→ TO DO: Would you please output the records exactly as they appear below?

──────── EXTRACTED RECORDS ────────

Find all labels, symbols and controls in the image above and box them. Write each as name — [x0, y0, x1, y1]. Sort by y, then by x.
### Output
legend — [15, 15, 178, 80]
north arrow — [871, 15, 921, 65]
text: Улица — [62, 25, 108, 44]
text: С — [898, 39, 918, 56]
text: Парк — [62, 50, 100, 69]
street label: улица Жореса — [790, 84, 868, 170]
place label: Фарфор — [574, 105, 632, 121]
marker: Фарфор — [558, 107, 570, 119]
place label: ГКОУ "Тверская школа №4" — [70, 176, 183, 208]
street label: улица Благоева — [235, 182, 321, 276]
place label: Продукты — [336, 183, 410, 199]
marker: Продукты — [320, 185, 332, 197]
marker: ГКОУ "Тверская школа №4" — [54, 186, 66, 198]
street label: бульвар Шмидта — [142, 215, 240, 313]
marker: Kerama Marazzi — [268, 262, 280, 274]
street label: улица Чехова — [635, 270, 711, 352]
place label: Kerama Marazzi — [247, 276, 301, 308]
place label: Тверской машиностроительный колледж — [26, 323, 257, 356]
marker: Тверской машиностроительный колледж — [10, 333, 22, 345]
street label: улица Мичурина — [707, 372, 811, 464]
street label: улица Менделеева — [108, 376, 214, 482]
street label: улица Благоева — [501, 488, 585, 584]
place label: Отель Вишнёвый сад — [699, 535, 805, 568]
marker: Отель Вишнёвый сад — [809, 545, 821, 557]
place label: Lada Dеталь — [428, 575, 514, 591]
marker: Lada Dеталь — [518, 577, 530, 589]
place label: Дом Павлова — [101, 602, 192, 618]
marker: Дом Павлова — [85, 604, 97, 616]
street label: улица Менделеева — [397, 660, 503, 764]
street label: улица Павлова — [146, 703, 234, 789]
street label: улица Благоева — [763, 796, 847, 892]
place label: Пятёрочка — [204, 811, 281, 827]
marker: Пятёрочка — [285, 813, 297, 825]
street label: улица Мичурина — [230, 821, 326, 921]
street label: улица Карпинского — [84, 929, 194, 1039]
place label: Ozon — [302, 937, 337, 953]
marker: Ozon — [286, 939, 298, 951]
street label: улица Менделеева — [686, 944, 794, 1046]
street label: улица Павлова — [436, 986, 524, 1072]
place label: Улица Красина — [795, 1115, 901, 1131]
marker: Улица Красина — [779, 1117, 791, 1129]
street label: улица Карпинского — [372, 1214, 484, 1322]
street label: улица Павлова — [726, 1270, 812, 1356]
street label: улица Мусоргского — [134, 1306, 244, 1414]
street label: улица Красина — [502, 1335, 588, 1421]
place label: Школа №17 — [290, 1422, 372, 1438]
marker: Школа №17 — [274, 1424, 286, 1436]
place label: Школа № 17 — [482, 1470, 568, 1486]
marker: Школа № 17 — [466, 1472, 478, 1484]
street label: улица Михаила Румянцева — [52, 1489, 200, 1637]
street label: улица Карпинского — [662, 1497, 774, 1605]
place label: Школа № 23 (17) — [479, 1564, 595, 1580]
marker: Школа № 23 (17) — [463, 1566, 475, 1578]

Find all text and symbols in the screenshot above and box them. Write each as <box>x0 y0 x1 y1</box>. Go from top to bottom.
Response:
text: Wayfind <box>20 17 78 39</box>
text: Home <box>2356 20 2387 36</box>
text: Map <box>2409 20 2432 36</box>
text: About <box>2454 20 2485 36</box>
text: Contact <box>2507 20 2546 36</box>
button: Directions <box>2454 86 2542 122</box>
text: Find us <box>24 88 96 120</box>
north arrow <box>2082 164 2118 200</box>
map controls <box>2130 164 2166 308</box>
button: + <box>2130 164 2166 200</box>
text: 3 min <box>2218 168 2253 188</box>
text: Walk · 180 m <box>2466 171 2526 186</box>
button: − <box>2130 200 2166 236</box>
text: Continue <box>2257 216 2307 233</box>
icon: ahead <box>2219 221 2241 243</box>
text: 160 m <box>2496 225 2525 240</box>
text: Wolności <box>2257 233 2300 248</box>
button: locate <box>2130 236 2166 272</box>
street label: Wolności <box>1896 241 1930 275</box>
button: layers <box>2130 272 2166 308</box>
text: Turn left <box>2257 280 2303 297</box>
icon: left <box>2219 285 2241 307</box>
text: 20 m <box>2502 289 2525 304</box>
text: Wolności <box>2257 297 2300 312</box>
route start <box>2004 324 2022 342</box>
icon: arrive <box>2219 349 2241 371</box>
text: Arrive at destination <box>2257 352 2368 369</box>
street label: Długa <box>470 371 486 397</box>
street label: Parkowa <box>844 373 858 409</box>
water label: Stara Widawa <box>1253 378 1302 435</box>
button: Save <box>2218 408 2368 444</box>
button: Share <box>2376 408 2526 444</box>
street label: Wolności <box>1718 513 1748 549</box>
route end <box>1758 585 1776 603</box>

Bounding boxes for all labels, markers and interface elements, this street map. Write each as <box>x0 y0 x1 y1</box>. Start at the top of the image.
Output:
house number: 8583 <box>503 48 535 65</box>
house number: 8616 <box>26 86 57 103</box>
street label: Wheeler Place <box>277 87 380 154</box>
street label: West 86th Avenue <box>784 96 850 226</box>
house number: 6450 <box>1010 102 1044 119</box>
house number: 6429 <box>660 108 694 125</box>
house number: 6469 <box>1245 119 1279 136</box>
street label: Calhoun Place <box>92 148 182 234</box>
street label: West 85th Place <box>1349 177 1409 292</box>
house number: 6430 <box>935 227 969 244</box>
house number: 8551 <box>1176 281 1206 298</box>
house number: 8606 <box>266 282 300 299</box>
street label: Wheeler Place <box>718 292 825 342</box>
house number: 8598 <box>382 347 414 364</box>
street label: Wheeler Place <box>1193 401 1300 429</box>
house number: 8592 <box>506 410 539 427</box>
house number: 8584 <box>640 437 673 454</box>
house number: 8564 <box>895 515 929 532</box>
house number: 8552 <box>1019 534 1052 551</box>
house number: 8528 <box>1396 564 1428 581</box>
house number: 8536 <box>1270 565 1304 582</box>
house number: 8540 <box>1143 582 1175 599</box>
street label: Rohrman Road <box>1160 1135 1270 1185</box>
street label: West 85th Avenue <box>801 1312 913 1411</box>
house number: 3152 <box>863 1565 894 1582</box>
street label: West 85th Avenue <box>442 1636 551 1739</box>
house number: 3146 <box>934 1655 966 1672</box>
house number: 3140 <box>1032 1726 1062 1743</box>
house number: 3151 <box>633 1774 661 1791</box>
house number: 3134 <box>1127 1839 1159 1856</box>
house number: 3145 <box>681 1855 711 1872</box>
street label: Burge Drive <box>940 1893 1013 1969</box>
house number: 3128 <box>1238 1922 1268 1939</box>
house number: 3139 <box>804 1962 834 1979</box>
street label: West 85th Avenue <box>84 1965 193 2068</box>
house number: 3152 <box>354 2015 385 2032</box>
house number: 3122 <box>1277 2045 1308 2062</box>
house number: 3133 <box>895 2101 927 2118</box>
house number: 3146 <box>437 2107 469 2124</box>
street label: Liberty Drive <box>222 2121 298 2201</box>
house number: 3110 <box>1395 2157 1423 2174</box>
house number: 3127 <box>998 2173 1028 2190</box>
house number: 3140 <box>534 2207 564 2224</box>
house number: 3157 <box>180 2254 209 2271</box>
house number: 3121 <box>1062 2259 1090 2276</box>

────────

→ REPLY TO THE TASK:
Find all labels, symbols and controls in the image above and box them. Write each as name — [x0, y0, x1, y1]. Sort by y, then by x.
### Output
legend — [15, 15, 178, 80]
north arrow — [871, 15, 921, 65]
text: Улица — [62, 25, 108, 44]
text: С — [898, 39, 918, 56]
text: Парк — [62, 50, 100, 69]
street label: улица Жореса — [790, 84, 868, 170]
place label: Фарфор — [574, 105, 632, 121]
marker: Фарфор — [558, 107, 570, 119]
place label: ГКОУ "Тверская школа №4" — [70, 176, 183, 208]
street label: улица Благоева — [235, 182, 321, 276]
place label: Продукты — [336, 183, 410, 199]
marker: Продукты — [320, 185, 332, 197]
marker: ГКОУ "Тверская школа №4" — [54, 186, 66, 198]
street label: бульвар Шмидта — [142, 215, 240, 313]
marker: Kerama Marazzi — [268, 262, 280, 274]
street label: улица Чехова — [635, 270, 711, 352]
place label: Kerama Marazzi — [247, 276, 301, 308]
place label: Тверской машиностроительный колледж — [26, 323, 257, 356]
marker: Тверской машиностроительный колледж — [10, 333, 22, 345]
street label: улица Мичурина — [707, 372, 811, 464]
street label: улица Менделеева — [108, 376, 214, 482]
street label: улица Благоева — [501, 488, 585, 584]
place label: Отель Вишнёвый сад — [699, 535, 805, 568]
marker: Отель Вишнёвый сад — [809, 545, 821, 557]
place label: Lada Dеталь — [428, 575, 514, 591]
marker: Lada Dеталь — [518, 577, 530, 589]
place label: Дом Павлова — [101, 602, 192, 618]
marker: Дом Павлова — [85, 604, 97, 616]
street label: улица Менделеева — [397, 660, 503, 764]
street label: улица Павлова — [146, 703, 234, 789]
street label: улица Благоева — [763, 796, 847, 892]
place label: Пятёрочка — [204, 811, 281, 827]
marker: Пятёрочка — [285, 813, 297, 825]
street label: улица Мичурина — [230, 821, 326, 921]
street label: улица Карпинского — [84, 929, 194, 1039]
place label: Ozon — [302, 937, 337, 953]
marker: Ozon — [286, 939, 298, 951]
street label: улица Менделеева — [686, 944, 794, 1046]
street label: улица Павлова — [436, 986, 524, 1072]
place label: Улица Красина — [795, 1115, 901, 1131]
marker: Улица Красина — [779, 1117, 791, 1129]
street label: улица Карпинского — [372, 1214, 484, 1322]
street label: улица Павлова — [726, 1270, 812, 1356]
street label: улица Мусоргского — [134, 1306, 244, 1414]
street label: улица Красина — [502, 1335, 588, 1421]
place label: Школа №17 — [290, 1422, 372, 1438]
marker: Школа №17 — [274, 1424, 286, 1436]
place label: Школа № 17 — [482, 1470, 568, 1486]
marker: Школа № 17 — [466, 1472, 478, 1484]
street label: улица Михаила Румянцева — [52, 1489, 200, 1637]
street label: улица Карпинского — [662, 1497, 774, 1605]
place label: Школа № 23 (17) — [479, 1564, 595, 1580]
marker: Школа № 23 (17) — [463, 1566, 475, 1578]

Find all text and symbols in the screenshot above and box them. Write each as <box>x0 y0 x1 y1</box>. Go from top to bottom.
Response:
text: Wayfind <box>20 17 78 39</box>
text: Home <box>2356 20 2387 36</box>
text: Map <box>2409 20 2432 36</box>
text: About <box>2454 20 2485 36</box>
text: Contact <box>2507 20 2546 36</box>
button: Directions <box>2454 86 2542 122</box>
text: Find us <box>24 88 96 120</box>
north arrow <box>2082 164 2118 200</box>
map controls <box>2130 164 2166 308</box>
button: + <box>2130 164 2166 200</box>
text: 3 min <box>2218 168 2253 188</box>
text: Walk · 180 m <box>2466 171 2526 186</box>
button: − <box>2130 200 2166 236</box>
text: Continue <box>2257 216 2307 233</box>
icon: ahead <box>2219 221 2241 243</box>
text: 160 m <box>2496 225 2525 240</box>
text: Wolności <box>2257 233 2300 248</box>
button: locate <box>2130 236 2166 272</box>
street label: Wolności <box>1896 241 1930 275</box>
button: layers <box>2130 272 2166 308</box>
text: Turn left <box>2257 280 2303 297</box>
icon: left <box>2219 285 2241 307</box>
text: 20 m <box>2502 289 2525 304</box>
text: Wolności <box>2257 297 2300 312</box>
route start <box>2004 324 2022 342</box>
icon: arrive <box>2219 349 2241 371</box>
text: Arrive at destination <box>2257 352 2368 369</box>
street label: Długa <box>470 371 486 397</box>
street label: Parkowa <box>844 373 858 409</box>
water label: Stara Widawa <box>1253 378 1302 435</box>
button: Save <box>2218 408 2368 444</box>
button: Share <box>2376 408 2526 444</box>
street label: Wolności <box>1718 513 1748 549</box>
route end <box>1758 585 1776 603</box>

Bounding boxes for all labels, markers and interface elements, this street map. Write each as <box>x0 y0 x1 y1</box>. Start at the top of the image.
Output:
house number: 8583 <box>503 48 535 65</box>
house number: 8616 <box>26 86 57 103</box>
street label: Wheeler Place <box>277 87 380 154</box>
street label: West 86th Avenue <box>784 96 850 226</box>
house number: 6450 <box>1010 102 1044 119</box>
house number: 6429 <box>660 108 694 125</box>
house number: 6469 <box>1245 119 1279 136</box>
street label: Calhoun Place <box>92 148 182 234</box>
street label: West 85th Place <box>1349 177 1409 292</box>
house number: 6430 <box>935 227 969 244</box>
house number: 8551 <box>1176 281 1206 298</box>
house number: 8606 <box>266 282 300 299</box>
street label: Wheeler Place <box>718 292 825 342</box>
house number: 8598 <box>382 347 414 364</box>
street label: Wheeler Place <box>1193 401 1300 429</box>
house number: 8592 <box>506 410 539 427</box>
house number: 8584 <box>640 437 673 454</box>
house number: 8564 <box>895 515 929 532</box>
house number: 8552 <box>1019 534 1052 551</box>
house number: 8528 <box>1396 564 1428 581</box>
house number: 8536 <box>1270 565 1304 582</box>
house number: 8540 <box>1143 582 1175 599</box>
street label: Rohrman Road <box>1160 1135 1270 1185</box>
street label: West 85th Avenue <box>801 1312 913 1411</box>
house number: 3152 <box>863 1565 894 1582</box>
street label: West 85th Avenue <box>442 1636 551 1739</box>
house number: 3146 <box>934 1655 966 1672</box>
house number: 3140 <box>1032 1726 1062 1743</box>
house number: 3151 <box>633 1774 661 1791</box>
house number: 3134 <box>1127 1839 1159 1856</box>
house number: 3145 <box>681 1855 711 1872</box>
street label: Burge Drive <box>940 1893 1013 1969</box>
house number: 3128 <box>1238 1922 1268 1939</box>
house number: 3139 <box>804 1962 834 1979</box>
street label: West 85th Avenue <box>84 1965 193 2068</box>
house number: 3152 <box>354 2015 385 2032</box>
house number: 3122 <box>1277 2045 1308 2062</box>
house number: 3133 <box>895 2101 927 2118</box>
house number: 3146 <box>437 2107 469 2124</box>
street label: Liberty Drive <box>222 2121 298 2201</box>
house number: 3110 <box>1395 2157 1423 2174</box>
house number: 3127 <box>998 2173 1028 2190</box>
house number: 3140 <box>534 2207 564 2224</box>
house number: 3157 <box>180 2254 209 2271</box>
house number: 3121 <box>1062 2259 1090 2276</box>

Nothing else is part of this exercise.